Of course, too much traffic and travel led us lock the keys in the rental car trunk which, it turned out, couldn't be opened because this car sealed its trunk as a security feature at such moments. After AAA and the car rental place gave up on helping us, we were at wit's end. Our funeral clothes were in the trunk, our hotel was 12 miles away, and we were blocking mom's car. After three hours of struggle, I looked up and said, "Help us, Henry." At that moment, Eddie stuck his hand into the trunk through the backseat being pulled out, and landed on the keys. Thank you, Henry!

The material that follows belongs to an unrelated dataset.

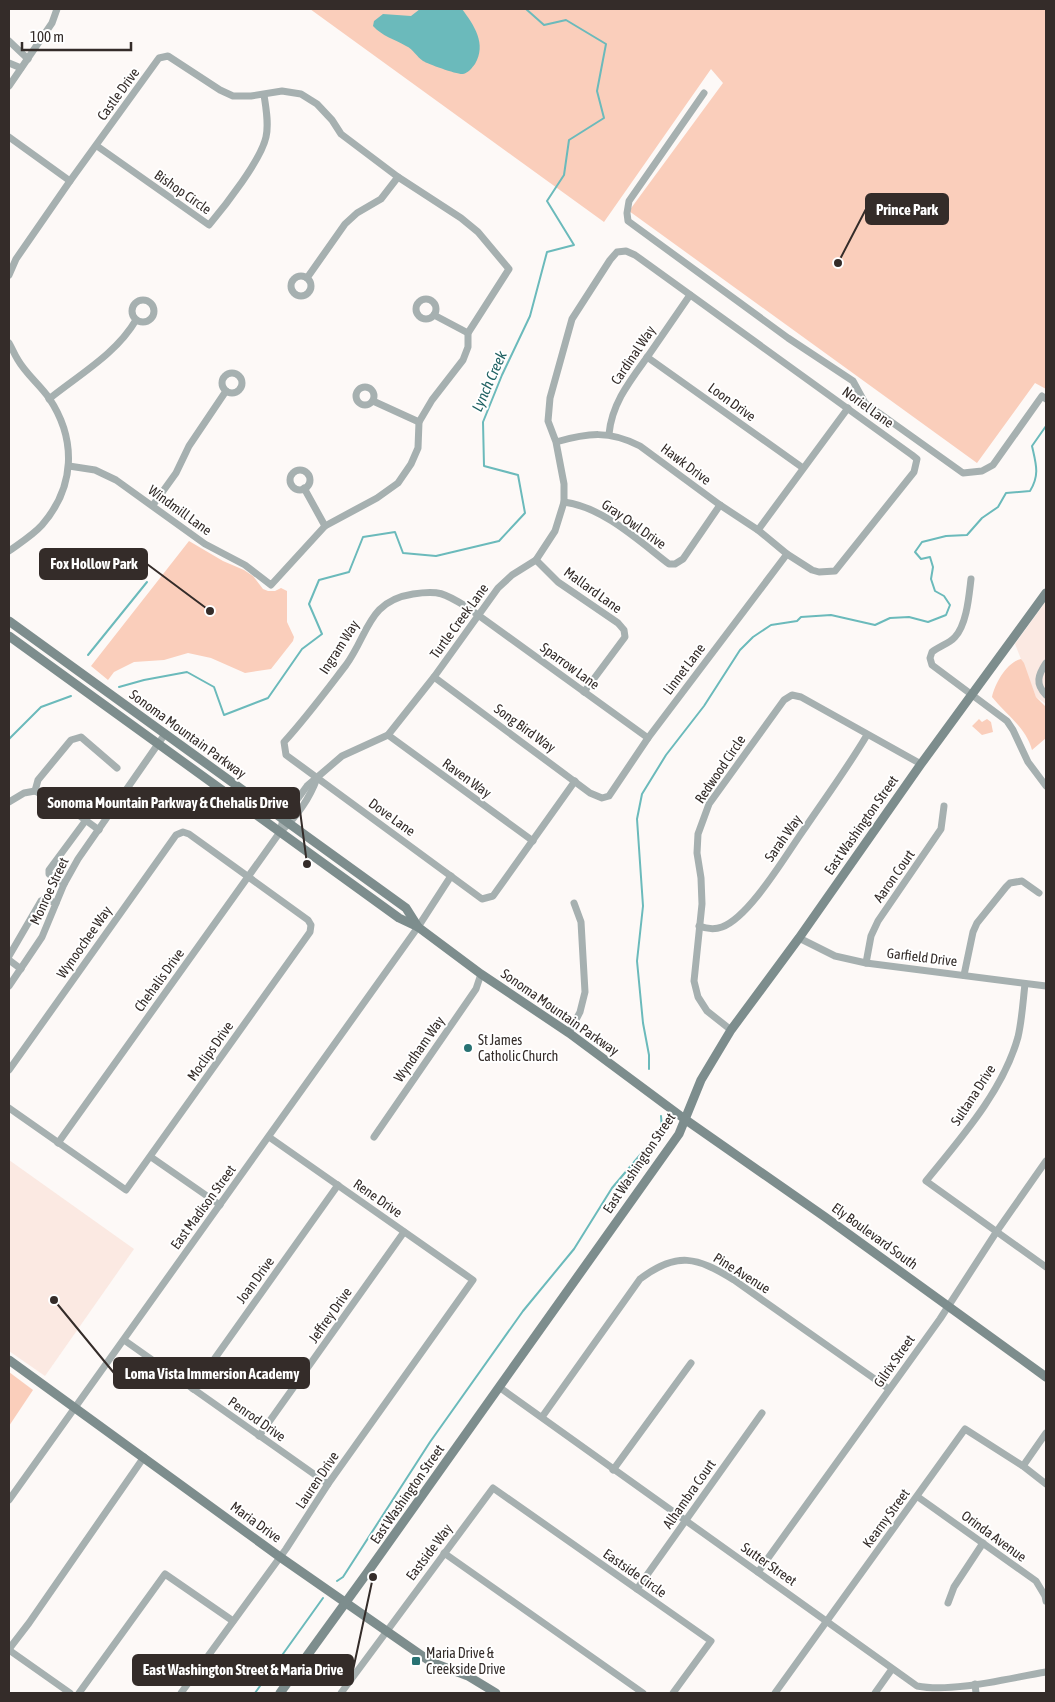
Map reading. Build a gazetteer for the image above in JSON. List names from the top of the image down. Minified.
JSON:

On Monday, we had Henry's funeral, which also included the telling of stories. My sister Lauren said how thrilled Henry was when, at age 85, he rode one of the wildest rides in Disneyland. My sister-in-law Tammy had stories about Henry's generosity and sweetness. And my mom said that she had just lost the one great love of her life. Back home, there were more hats: Henry loved hats, especially beautiful caps commemorating wherever he traveled. We were each to take one or two, and for the rest of the trip, I wore a Grand Canyon cap I had bought for Henry's 85th birthday.

The trip home included another new experience. When our flight was delayed enough to ruin our connection, the airline put us in a taxi from the Baltimore to the Wash., D.C. airport, and off we went with an Iranian taxi driver who delighted us with stories of how he and his wife married in a mosque (his dad is Moslem), a church (his mother is Catholic) and a Buddhist Temple (his wife is Japanese Buddhist) while he cut across lanes quickly to speed through the rush hour traffic.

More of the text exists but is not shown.